Files
ik_llama.cpp/github-data/pull_requests/566 - Adding IQ3_KS quants.md
2025-07-23 13:31:53 +02:00

5.2 KiB

🔀 #566 - Adding IQ3_KS quants

Author ikawrakow
State Closed
Created 2025-07-01
Updated 2025-07-02

Description

This PR adds IQ3_KS - 3.1875 bpw quants with a block size of 32. This makes the IQX_KS quant series complete

type bpw
IQ2_KS 2.1875
IQ3_KS 3.1875
IQ4_KS 4.25
IQ5_KS 5.25

CUDA and CPU performance are very good, Metal is not so great.

Here a few sweep-benches for LlaMA-3.1-8B-Instruct

RTX-4080

PP TG N_KV T_PP s S_PP t/s T_TG s S_TG t/s
512 128 512 0.065 7932.94 0.887 144.38
512 128 1024 0.066 7725.27 0.893 143.35
512 128 1536 0.068 7551.51 0.908 141.02
512 128 2048 0.069 7404.30 0.924 138.59
512 128 2560 0.072 7098.39 0.939 136.30
512 128 3072 0.074 6873.96 0.955 134.08
512 128 3584 0.074 6890.43 0.969 132.07
512 128 4096 0.077 6620.20 0.987 129.64
512 128 4608 0.079 6445.44 1.000 128.00
512 128 5120 0.081 6350.94 1.026 124.82
512 128 5632 0.083 6175.82 1.033 123.97
512 128 6144 0.084 6071.67 1.043 122.77
512 128 6656 0.086 5944.16 1.057 121.15
512 128 7168 0.088 5810.65 1.071 119.46
512 128 7680 0.090 5693.89 1.087 117.77

Ryzen-7950X (Zen4)

PP TG N_KV T_PP s S_PP t/s T_TG s S_TG t/s
512 128 0 1.423 359.79 7.616 16.81
512 128 512 1.479 346.15 7.800 16.41
512 128 1024 1.537 333.06 7.979 16.04
512 128 1536 1.603 319.47 7.939 16.12
512 128 2048 1.661 308.29 7.984 16.03
512 128 2560 1.722 297.39 8.071 15.86
512 128 3072 1.778 287.90 8.154 15.70
512 128 3584 1.841 278.04 8.241 15.53

Ryzen-5975WX

PP TG N_KV T_PP s S_PP t/s T_TG s S_TG t/s
512 128 0 1.697 301.64 6.933 18.46
512 128 512 1.760 290.91 7.062 18.13
512 128 1024 1.834 279.19 7.217 17.74
512 128 1536 1.910 268.03 7.414 17.26
512 128 2048 1.985 257.88 7.555 16.94
512 128 2560 2.062 248.26 7.666 16.70
512 128 3072 2.140 239.29 7.810 16.39
512 128 3584 2.217 230.98 7.987 16.03

M2-Max CPU

PP TG N_KV T_PP s S_PP t/s T_TG s S_TG t/s
512 128 0 3.119 164.13 5.410 23.66
512 128 512 3.322 154.14 5.487 23.33
512 128 1024 3.614 141.66 5.658 22.62
512 128 1536 3.872 132.23 5.735 22.32
512 128 2048 4.089 125.21 5.911 21.65

M2-Max 30-core GPU

PP TG N_KV T_PP s S_PP t/s T_TG s S_TG t/s
512 128 0 1.088 470.79 3.255 39.33
512 128 512 1.106 462.77 3.411 37.53
512 128 1024 1.126 454.85 3.579 35.77
512 128 1536 1.153 444.08 3.762 34.03
512 128 2048 1.178 434.48 3.965 32.28
512 128 2560 1.207 424.23 4.118 31.08
512 128 3072 1.235 414.51 4.290 29.84
512 128 3584 1.265 404.69 4.461 28.69

💬 Conversation

👤 ikawrakow commented the 2025-07-02 at 07:27:42:

Let's merge this so people don't get crashes when trying to run IQ3_KS models with the main branch.

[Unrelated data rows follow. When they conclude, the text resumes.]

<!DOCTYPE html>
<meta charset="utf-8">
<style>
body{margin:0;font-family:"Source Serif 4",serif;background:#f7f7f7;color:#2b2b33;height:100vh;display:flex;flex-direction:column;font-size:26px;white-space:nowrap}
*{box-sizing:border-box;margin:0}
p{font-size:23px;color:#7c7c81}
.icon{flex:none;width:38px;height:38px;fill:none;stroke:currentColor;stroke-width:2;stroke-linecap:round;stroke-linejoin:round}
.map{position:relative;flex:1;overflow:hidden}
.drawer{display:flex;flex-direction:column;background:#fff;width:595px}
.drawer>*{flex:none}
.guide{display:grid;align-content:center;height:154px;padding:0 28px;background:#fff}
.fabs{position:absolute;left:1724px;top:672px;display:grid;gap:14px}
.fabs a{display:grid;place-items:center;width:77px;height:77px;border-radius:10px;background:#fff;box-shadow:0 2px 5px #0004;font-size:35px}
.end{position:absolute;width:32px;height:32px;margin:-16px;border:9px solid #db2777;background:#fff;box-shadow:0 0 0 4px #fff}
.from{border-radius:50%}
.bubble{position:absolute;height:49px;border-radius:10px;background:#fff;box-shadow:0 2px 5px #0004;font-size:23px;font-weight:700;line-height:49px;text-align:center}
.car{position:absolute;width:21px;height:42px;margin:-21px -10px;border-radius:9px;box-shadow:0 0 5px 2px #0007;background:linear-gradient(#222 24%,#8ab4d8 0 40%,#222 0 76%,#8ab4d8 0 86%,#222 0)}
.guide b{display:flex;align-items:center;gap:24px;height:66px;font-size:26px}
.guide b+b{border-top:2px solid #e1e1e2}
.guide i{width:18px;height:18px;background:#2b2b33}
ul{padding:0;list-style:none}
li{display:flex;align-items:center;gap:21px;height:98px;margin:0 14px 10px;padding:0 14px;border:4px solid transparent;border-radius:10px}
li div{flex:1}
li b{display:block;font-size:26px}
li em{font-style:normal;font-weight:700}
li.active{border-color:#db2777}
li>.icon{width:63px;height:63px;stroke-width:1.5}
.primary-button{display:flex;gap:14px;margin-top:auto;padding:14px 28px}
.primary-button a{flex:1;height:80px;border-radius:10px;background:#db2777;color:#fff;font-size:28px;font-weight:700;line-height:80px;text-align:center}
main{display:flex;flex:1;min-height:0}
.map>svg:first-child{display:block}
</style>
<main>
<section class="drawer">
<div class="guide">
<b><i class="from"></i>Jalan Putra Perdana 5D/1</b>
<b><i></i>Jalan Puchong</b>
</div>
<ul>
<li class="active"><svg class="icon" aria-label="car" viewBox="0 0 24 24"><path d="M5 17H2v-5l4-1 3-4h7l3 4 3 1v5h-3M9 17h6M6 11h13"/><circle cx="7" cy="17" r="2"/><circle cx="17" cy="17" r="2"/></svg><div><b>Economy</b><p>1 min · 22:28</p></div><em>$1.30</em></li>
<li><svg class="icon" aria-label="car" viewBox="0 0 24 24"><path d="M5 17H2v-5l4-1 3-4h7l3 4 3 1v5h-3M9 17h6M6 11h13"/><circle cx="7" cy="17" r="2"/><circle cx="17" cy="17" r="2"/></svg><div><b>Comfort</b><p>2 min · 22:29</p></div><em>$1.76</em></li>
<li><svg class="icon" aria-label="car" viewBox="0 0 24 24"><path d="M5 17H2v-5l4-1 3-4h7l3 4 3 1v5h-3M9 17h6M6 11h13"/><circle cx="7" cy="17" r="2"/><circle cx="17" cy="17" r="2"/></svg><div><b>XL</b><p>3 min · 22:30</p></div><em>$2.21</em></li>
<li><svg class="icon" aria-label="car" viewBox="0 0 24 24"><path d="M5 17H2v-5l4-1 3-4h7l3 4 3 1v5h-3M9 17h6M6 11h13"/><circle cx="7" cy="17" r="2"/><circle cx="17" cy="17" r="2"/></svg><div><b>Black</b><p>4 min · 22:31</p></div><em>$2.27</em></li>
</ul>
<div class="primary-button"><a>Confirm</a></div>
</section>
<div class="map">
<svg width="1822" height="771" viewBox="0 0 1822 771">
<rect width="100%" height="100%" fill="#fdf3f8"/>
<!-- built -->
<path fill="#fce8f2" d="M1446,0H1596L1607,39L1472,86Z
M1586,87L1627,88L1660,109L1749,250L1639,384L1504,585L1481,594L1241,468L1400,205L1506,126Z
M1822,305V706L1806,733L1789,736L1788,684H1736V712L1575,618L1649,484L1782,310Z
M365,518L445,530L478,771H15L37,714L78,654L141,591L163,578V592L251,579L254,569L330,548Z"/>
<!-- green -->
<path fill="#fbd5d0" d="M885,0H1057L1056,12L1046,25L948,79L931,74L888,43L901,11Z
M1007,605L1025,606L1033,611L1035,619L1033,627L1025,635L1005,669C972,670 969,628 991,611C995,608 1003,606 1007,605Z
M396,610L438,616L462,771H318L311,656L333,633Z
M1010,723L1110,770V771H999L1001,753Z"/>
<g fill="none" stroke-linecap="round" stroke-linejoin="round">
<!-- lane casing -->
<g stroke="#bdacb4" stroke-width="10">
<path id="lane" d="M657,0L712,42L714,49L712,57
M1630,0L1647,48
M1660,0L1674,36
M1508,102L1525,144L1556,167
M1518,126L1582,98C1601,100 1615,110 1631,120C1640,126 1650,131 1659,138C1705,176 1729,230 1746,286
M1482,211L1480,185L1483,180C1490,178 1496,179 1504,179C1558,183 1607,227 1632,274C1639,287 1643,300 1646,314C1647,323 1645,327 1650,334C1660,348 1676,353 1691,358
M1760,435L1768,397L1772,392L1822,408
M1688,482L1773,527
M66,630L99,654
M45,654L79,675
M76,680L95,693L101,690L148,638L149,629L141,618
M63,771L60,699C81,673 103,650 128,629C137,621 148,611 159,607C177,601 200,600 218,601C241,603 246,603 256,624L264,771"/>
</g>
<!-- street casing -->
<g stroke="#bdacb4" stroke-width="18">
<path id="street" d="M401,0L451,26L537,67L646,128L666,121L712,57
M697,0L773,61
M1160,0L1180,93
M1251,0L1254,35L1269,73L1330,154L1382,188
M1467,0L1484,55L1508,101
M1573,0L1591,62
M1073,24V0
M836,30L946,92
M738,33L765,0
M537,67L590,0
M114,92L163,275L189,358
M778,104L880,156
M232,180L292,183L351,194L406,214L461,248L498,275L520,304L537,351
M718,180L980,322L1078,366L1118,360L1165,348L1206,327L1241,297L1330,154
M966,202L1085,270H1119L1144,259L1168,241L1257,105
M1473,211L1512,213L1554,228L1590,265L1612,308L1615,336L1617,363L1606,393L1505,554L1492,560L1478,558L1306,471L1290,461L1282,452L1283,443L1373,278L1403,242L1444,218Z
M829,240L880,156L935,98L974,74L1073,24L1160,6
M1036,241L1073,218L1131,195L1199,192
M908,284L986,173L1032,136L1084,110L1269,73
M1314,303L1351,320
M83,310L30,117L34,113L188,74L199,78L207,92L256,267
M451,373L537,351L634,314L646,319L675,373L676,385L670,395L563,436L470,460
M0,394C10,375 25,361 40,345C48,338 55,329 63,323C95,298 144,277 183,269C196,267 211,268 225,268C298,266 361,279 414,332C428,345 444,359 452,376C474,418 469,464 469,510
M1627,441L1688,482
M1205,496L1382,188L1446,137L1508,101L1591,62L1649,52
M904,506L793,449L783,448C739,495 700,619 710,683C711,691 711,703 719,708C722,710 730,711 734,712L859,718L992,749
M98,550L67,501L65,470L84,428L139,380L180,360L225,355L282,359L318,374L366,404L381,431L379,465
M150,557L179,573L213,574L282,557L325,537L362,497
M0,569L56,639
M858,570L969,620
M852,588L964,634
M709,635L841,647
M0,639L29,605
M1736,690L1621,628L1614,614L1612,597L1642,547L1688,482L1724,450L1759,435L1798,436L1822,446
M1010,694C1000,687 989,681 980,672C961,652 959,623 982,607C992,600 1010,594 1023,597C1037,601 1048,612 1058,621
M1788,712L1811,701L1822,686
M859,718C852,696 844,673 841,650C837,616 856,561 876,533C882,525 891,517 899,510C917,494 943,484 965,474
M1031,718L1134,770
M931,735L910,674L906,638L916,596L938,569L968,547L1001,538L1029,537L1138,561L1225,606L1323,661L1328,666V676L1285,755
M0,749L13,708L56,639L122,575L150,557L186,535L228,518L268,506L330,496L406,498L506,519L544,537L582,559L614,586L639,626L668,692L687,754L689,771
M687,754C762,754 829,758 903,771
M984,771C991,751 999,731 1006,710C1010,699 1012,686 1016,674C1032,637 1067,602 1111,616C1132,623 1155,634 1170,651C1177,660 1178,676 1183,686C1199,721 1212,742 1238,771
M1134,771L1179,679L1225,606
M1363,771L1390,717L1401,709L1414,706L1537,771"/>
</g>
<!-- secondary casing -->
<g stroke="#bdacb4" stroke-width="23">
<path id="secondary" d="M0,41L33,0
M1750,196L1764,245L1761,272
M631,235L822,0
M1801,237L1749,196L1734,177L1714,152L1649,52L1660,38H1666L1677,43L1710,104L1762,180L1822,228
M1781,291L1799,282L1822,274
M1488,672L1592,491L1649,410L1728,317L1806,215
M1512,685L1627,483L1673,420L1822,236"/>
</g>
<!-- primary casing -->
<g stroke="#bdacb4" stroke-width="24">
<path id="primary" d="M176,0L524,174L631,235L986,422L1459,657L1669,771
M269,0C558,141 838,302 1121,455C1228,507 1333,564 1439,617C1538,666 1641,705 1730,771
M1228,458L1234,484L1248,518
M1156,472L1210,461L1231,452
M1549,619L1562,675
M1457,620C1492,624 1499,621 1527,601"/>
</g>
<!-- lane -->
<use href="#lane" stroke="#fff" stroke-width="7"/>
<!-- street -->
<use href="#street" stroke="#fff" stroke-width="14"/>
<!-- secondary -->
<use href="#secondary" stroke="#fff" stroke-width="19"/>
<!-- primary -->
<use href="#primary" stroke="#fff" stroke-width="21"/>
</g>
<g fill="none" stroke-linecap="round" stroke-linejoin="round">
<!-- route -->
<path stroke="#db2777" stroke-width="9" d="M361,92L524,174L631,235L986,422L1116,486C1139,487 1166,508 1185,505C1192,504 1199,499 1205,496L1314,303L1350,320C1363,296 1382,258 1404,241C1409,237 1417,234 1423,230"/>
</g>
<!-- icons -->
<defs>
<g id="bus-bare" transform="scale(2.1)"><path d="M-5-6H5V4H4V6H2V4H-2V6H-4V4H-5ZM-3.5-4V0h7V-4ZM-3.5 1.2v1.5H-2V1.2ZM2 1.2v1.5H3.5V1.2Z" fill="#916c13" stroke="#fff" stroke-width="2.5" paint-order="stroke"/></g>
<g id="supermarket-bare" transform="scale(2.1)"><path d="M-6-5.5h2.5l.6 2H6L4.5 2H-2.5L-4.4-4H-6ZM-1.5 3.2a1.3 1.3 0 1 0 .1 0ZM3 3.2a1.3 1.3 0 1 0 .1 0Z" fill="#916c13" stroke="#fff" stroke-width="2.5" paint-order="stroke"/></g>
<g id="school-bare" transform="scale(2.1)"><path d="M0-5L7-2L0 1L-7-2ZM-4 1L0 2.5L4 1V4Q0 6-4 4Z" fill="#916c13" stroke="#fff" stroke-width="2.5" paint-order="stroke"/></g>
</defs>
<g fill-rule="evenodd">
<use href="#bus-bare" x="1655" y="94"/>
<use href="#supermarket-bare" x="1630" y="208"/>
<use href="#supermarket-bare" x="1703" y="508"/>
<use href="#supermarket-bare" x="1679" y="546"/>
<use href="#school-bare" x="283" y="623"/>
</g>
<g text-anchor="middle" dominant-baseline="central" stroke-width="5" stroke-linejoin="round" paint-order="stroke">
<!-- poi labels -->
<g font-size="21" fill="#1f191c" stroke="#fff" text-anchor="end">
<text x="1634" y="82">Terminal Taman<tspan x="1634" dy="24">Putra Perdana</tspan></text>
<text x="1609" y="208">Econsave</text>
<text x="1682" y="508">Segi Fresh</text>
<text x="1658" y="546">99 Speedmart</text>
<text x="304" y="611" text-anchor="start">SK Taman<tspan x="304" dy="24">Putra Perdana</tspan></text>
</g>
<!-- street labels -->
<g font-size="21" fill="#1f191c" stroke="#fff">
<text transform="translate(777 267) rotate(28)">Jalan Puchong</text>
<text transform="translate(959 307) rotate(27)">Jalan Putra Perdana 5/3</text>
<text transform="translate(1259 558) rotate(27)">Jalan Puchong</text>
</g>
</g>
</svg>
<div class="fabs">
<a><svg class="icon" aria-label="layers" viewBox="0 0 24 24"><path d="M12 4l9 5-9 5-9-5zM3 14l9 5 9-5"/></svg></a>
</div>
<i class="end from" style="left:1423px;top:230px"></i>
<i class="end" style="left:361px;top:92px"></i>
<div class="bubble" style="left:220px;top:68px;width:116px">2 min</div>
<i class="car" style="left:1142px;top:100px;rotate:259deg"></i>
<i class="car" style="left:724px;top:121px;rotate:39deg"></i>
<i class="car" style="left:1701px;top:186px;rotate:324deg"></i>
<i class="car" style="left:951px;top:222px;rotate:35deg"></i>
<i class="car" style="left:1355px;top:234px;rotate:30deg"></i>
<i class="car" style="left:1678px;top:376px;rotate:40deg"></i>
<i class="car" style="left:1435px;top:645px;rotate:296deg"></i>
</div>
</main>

👤 Nexesenex commented the 2025-07-02 at 15:01:59:

Thanks for the explanation, I understand that the alternatives you have atm are quite unpractical.

In any case, thank you for the IQ3_KS (and the Cuda MMQ Kernels you kindly provided for most quants), it completes the KS quants lot, which is more practical to quantize than the already very demanding indeed Trellis lot. I'm very happy with all of this, compared to what mainline limits itself to atm.